>>>

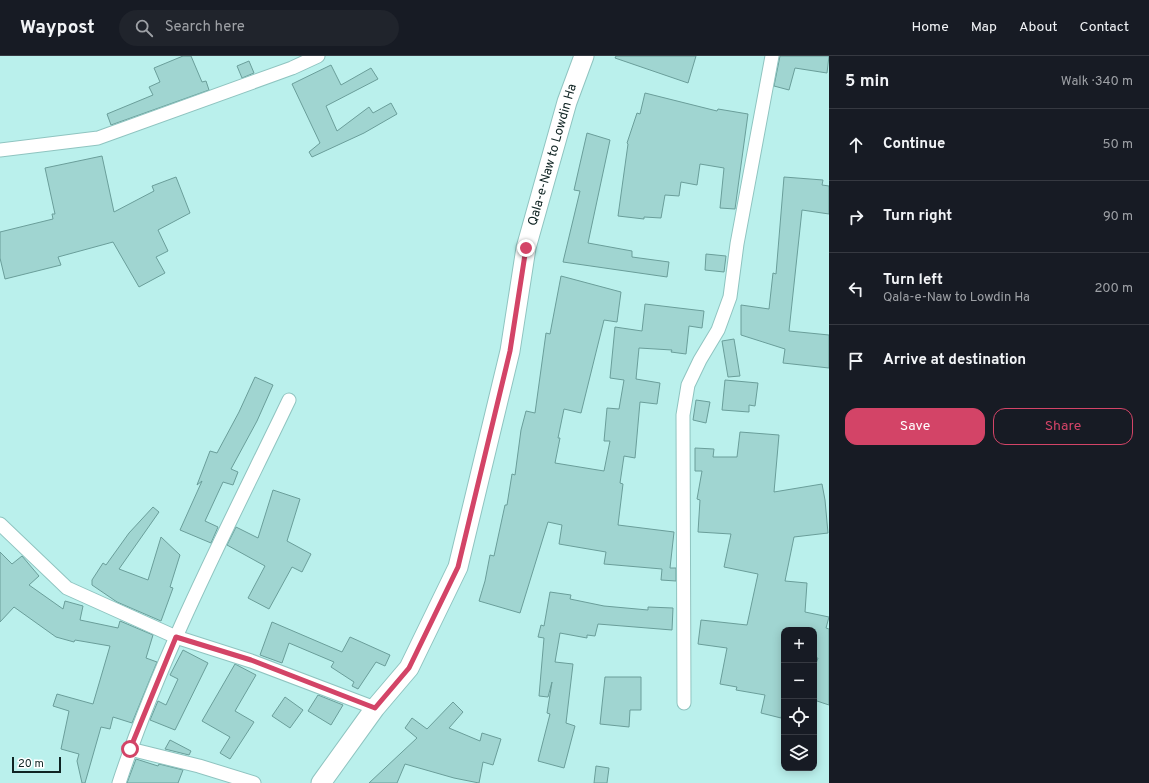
<!DOCTYPE html>
<meta charset="utf-8">
<style>
:root{--surface:#171b24;--page:#20242c;--text:#f1f3f6;--muted:#9ea1a6;--line:#363941;--accent:#d34467}
body{margin:0;font-family:Overpass,sans-serif;background:var(--page);color:var(--text)}
.controls{position:absolute;right:12px;bottom:12px;display:grid;overflow:hidden;border-radius:8px;box-shadow:0 2px 10px #0003}
.controls button{width:36px;height:36px;display:grid;place-items:center;padding:0;border:0;border-bottom:1px solid var(--line);background:var(--surface);color:var(--text);font:20px sans-serif}
.scale{position:absolute;left:12px;bottom:10px;width:49px;box-sizing:border-box;padding-left:4px;border:2px solid #0f2423;border-top:0;font-size:11px;line-height:14px;white-space:nowrap;color:#0f2423;-webkit-text-stroke:3px #fff;paint-order:stroke}
.stop{position:absolute;width:12px;height:12px;margin:-9px;border:3px solid #d34467;border-radius:50%;background:#fff}
.stop.end{background:#d34467;border-color:#fff;box-shadow:0 1px 4px #0008}
.list{margin:0;padding:0;list-style:none}
h2{display:flex;justify-content:space-between;align-items:center;height:52px;margin:0;padding:0 16px;font-size:17px}
h2 small{font-size:13px;font-weight:400;color:var(--muted)}
.list li{display:grid;grid-template-columns:26px 1fr auto;gap:12px;align-items:center;box-sizing:border-box;height:72px;padding:0 16px;border-top:1px solid var(--line)}
.list b{display:block;font-size:15px;white-space:nowrap}
.list p{margin:0;font-size:13px;white-space:nowrap;color:var(--muted)}
.list em{font-size:13px;font-style:normal;color:var(--muted)}
.actions{display:flex;gap:8px;padding:12px 16px}
.actions a{flex:1;padding:9px 0;border:1px solid var(--accent);border-radius:12px;text-align:center;font-size:14px;color:var(--accent)}
.actions .main{background:var(--accent);color:#fff}
.icon{flex:none;width:22px;height:22px;fill:none;stroke:currentColor;stroke-width:2;stroke-linecap:round;stroke-linejoin:round}
.map{position:relative;flex:none;width:829px;height:727px;overflow:hidden}
header{display:flex;align-items:center;gap:24px;box-sizing:border-box;height:56px;padding:0 20px;background:var(--surface);border-bottom:1px solid var(--line)}
header strong{font-size:19px}
nav{display:flex;gap:22px;margin-inline-start:auto;font-size:14px}
.search{width:280px;height:36px;background:var(--page);display:flex;align-items:center;gap:10px;box-sizing:border-box;padding:0 14px;border-radius:22px;color:var(--muted);font-size:15px}
main{display:flex}
aside{flex:1;background:var(--surface)}
.map>svg:first-child{display:block}
.building{fill:#a0d5d1;stroke:#6a9e9a}
.lines{fill:none;stroke-linecap:round;stroke-linejoin:round}
.street-casing{stroke:#8fc4c0;stroke-width:15}
.secondary-casing{stroke:#8fc4c0;stroke-width:21}
.street{stroke:#fff;stroke-width:13}
.secondary{stroke:#fff;stroke-width:19}
.route{stroke:#d34467;stroke-width:5}
.labels{text-anchor:middle;dominant-baseline:central;stroke-width:3;stroke-linejoin:round;paint-order:stroke}
.street-label{font-size:13px;fill:#0f2423;stroke:#fff}
</style>
<header>
<strong>Waypost</strong>
<div class="search"><svg class="icon" aria-label="search" viewBox="0 0 24 24"><circle cx="10" cy="10" r="6"/><path d="M15 15l6 6"/></svg>Search here</div>
<nav><a>Home</a><a>Map</a><a>About</a><a>Contact</a></nav>
</header>
<main>
<div class="map">
<svg width="829" height="727" viewBox="0 0 829 727">
<rect width="100%" height="100%" fill="#baf0ec"/>
<g class="building">
<path d="M 183,0 L 191,0 L 202,26 L 206,25 L 209,34 L 111,69 L 107,58 L 153,39 L 149,31 L 160,26 L 154,12 Z"/>
<path d="M 616,0 L 696,0 L 688,27 L 615,2 Z"/>
<path d="M 780,0 L 829,0 L 827,17 L 795,12 L 789,34 L 774,30 Z"/>
<path d="M 249,5 L 254,17 L 242,22 L 237,10 Z"/>
<path d="M 331,9 L 341,29 L 371,12 L 378,23 L 326,50 L 337,75 L 369,51 L 373,57 L 391,47 L 397,58 L 364,77 L 312,101 L 309,96 L 320,87 L 292,28 Z"/>
<path d="M 645,37 L 717,55 L 718,53 L 748,58 L 735,153 L 720,152 L 724,112 L 700,108 L 697,129 L 681,126 L 679,140 L 665,139 L 661,162 L 644,161 L 644,163 L 618,160 L 628,88 L 627,87 L 637,57 L 640,58 Z"/>
<path d="M 587,77 L 610,84 L 588,187 L 632,195 L 632,201 L 669,206 L 667,221 L 563,206 L 580,135 L 574,134 Z"/>
<path d="M 102,100 L 114,156 L 154,135 L 152,130 L 176,121 L 190,157 L 158,174 L 168,195 L 156,201 L 165,217 L 139,231 L 113,186 L 58,201 L 61,209 L 5,223 L 0,202 L 0,176 L 53,163 L 52,158 L 55,158 L 45,112 Z"/>
<path d="M 784,121 L 823,124 L 822,129 L 829,130 L 829,158 L 802,154 L 789,275 L 829,279 L 829,312 L 783,307 L 785,293 L 741,279 L 741,249 L 769,253 L 773,217 L 776,218 Z"/>
<path d="M 706,198 L 726,200 L 724,216 L 705,214 Z"/>
<path d="M 561,220 L 621,236 L 617,266 L 604,264 L 581,357 L 564,353 L 558,382 L 560,382 L 555,407 L 604,415 L 610,385 L 604,385 L 607,352 L 619,353 L 624,324 L 610,322 L 615,271 L 642,275 L 645,248 L 704,255 L 702,272 L 689,270 L 686,298 L 671,296 L 672,294 L 639,292 L 636,323 L 660,327 L 657,348 L 640,346 L 635,402 L 624,400 L 620,427 L 623,428 L 618,469 L 674,476 L 670,512 L 676,512 L 676,525 L 661,524 L 662,513 L 604,508 L 606,496 L 559,488 L 562,469 L 548,466 L 520,557 L 479,545 L 485,525 L 490,499 L 494,500 L 505,449 L 507,449 L 512,418 L 515,419 L 521,374 L 526,355 L 535,357 L 546,277 L 550,278 Z"/>
<path d="M 734,283 L 740,320 L 728,321 L 722,285 Z"/>
<path d="M 255,321 L 273,329 L 257,365 L 231,413 L 238,416 L 233,429 L 223,426 L 205,465 L 218,471 L 211,487 L 180,474 L 202,425 L 197,429 L 210,395 L 217,397 L 239,356 Z"/>
<path d="M 725,324 L 758,327 L 755,350 L 749,349 L 749,356 L 722,354 Z"/>
<path d="M 696,344 L 710,346 L 706,367 L 693,364 Z"/>
<path d="M 740,376 L 779,379 L 774,436 L 822,428 L 825,444 L 828,477 L 794,481 L 785,525 L 807,527 L 805,556 L 829,561 L 826,572 L 829,573 L 829,649 L 814,644 L 814,613 L 818,602 L 814,602 L 814,574 L 784,574 L 784,649 L 781,662 L 761,657 L 765,639 L 736,634 L 737,631 L 720,628 L 727,592 L 698,588 L 701,564 L 747,569 L 758,518 L 724,511 L 731,478 L 698,476 L 700,444 L 697,443 L 702,415 L 695,415 L 695,392 L 714,393 L 713,401 L 737,401 Z"/>
<path d="M 273,434 L 300,443 L 287,485 L 311,498 L 302,516 L 292,511 L 269,553 L 248,542 L 265,510 L 227,489 L 236,471 L 258,482 Z"/>
<path d="M 153,451 L 159,456 L 119,513 L 148,524 L 161,481 L 180,499 L 170,531 L 173,532 L 161,565 L 117,546 L 92,529 L 92,524 L 103,507 L 106,509 L 129,477 Z"/>
<path d="M 0,496 L 12,508 L 22,500 L 39,520 L 29,529 L 63,553 L 65,545 L 83,550 L 80,564 L 118,572 L 120,565 L 153,579 L 146,602 L 157,606 L 132,667 L 113,661 L 110,673 L 101,671 L 85,727 L 82,727 L 77,705 L 79,698 L 61,693 L 69,655 L 53,650 L 57,638 L 93,648 L 110,590 L 75,584 L 74,586 L 56,581 L 14,551 L 0,566 Z"/>
<path d="M 550,536 L 571,539 L 570,543 L 604,550 L 648,554 L 648,551 L 673,552 L 672,574 L 598,568 L 595,580 L 587,579 L 587,582 L 560,577 L 555,606 L 573,608 L 566,667 L 575,670 L 564,712 L 538,705 L 550,658 L 547,657 L 552,626 L 548,641 L 539,640 L 544,582 L 538,581 L 541,569 L 544,570 Z"/>
<path d="M 272,566 L 342,596 L 350,581 L 390,599 L 385,610 L 376,606 L 358,633 L 352,630 L 354,626 L 331,611 L 334,606 L 289,587 L 282,607 L 260,599 Z"/>
<path d="M 183,594 L 208,607 L 175,674 L 150,664 L 158,645 L 166,649 L 178,623 L 170,619 Z"/>
<path d="M 235,608 L 256,619 L 235,655 L 254,666 L 230,703 L 220,697 L 230,681 L 202,665 Z"/>
<path d="M 605,621 L 641,621 L 641,654 L 630,654 L 629,671 L 600,668 Z"/>
<path d="M 318,639 L 343,649 L 331,669 L 308,655 Z"/>
<path d="M 285,641 L 303,654 L 290,672 L 272,660 Z"/>
<path d="M 453,646 L 463,656 L 449,672 L 480,685 L 482,677 L 501,683 L 493,709 L 483,706 L 479,727 L 454,722 L 405,708 L 397,727 L 369,727 L 417,682 L 405,672 L 412,662 L 427,673 Z"/>
<path d="M 170,684 L 191,695 L 189,699 L 165,693 Z"/>
<path d="M 136,703 L 158,710 L 159,708 L 183,714 L 178,727 L 127,727 Z"/>
<path d="M 596,710 L 609,712 L 607,727 L 594,727 Z"/>
</g>
<g class="lines">
<defs>
<g id="street">
<path d="M 0,94 L 98,82 L 292,12 L 318,0"/>
<path d="M 0,468 L 67,532 L 176,581 L 251,605 L 375,652"/>
<path d="M 684,647 L 683,359 L 688,329 L 700,304 L 718,274 L 730,241 L 737,188 L 772,0"/>
<path d="M 130,693 L 199,710 L 254,727"/>
<path d="M 119,727 C 163,594 229,469 289,344"/>
</g>
<path id="secondary" d="M 321,727 L 375,652 L 409,612 L 458,511 L 510,295 L 526,192 L 567,46 L 584,0"/>
</defs>
<use href="#street" class="street-casing"/>
<use href="#secondary" class="secondary-casing"/>
<use href="#street" class="street"/>
<use href="#secondary" class="secondary"/>
</g>
<g class="lines">
<path class="route" d="M 130,693 L 176,581 L 251,604 L 375,652 L 409,612 L 458,511 L 510,295 L 526,192"/>
</g>
<g class="labels">
<g class="street-label">
<text transform="translate(553 99) rotate(-74)">Qala-e-Naw to Lowdin Ha</text>
</g>
</g>
</svg>
<div class="controls">
<button>+</button>
<button>−</button>
<button><svg class="icon" aria-label="locate" viewBox="0 0 24 24"><circle cx="12" cy="12" r="6"/><path d="M12 2v4M12 18v4M2 12h4M18 12h4"/></svg></button>
<button><svg class="icon" aria-label="layers" viewBox="0 0 24 24"><path d="M12 4l9 5-9 5-9-5zM3 14l9 5 9-5"/></svg></button>
</div>
<div class="scale">20 m</div>
<div class="stop" style="left:130px;top:693px"></div>
<div class="stop end" style="left:526px;top:192px"></div>
</div>
<aside>
<h2>5 min<small>Walk · 340 m</small></h2>
<ul class="list">
<li><svg class="icon" aria-label="ahead" viewBox="0 0 24 24"><path d="M12 20V5M6 11l6-6 6 6"/></svg><div><b>Continue</b></div><em>50 m</em></li>
<li><svg class="icon" aria-label="right" viewBox="0 0 24 24"><path d="M7 20v-9h11M14 6l5 5-5 5"/></svg><div><b>Turn right</b></div><em>90 m</em></li>
<li><svg class="icon" aria-label="left" viewBox="0 0 24 24"><path d="M17 20v-9H6M10 6l-5 5 5 5"/></svg><div><b>Turn left</b><p>Qala-e-Naw to Lowdin Ha</p></div><em>200 m</em></li>
<li><svg class="icon" aria-label="arrive" viewBox="0 0 24 24"><path d="M6 21V4h12l-3 4 3 4H6"/></svg><div><b>Arrive at destination</b></div></li>
</ul>
<div class="actions"><a class="main">Save</a><a>Share</a></div>
</aside>
</main>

<<<

Problem statement: Pull every line containing the word "Turn" out of the listing.

Expected answer:
<li><svg class="icon" aria-label="right" viewBox="0 0 24 24"><path d="M7 20v-9h11M14 6l5 5-5 5"/></svg><div><b>Turn right</b></div><em>90 m</em></li>
<li><svg class="icon" aria-label="left" viewBox="0 0 24 24"><path d="M17 20v-9H6M10 6l-5 5 5 5"/></svg><div><b>Turn left</b><p>Qala-e-Naw to Lowdin Ha</p></div><em>200 m</em></li>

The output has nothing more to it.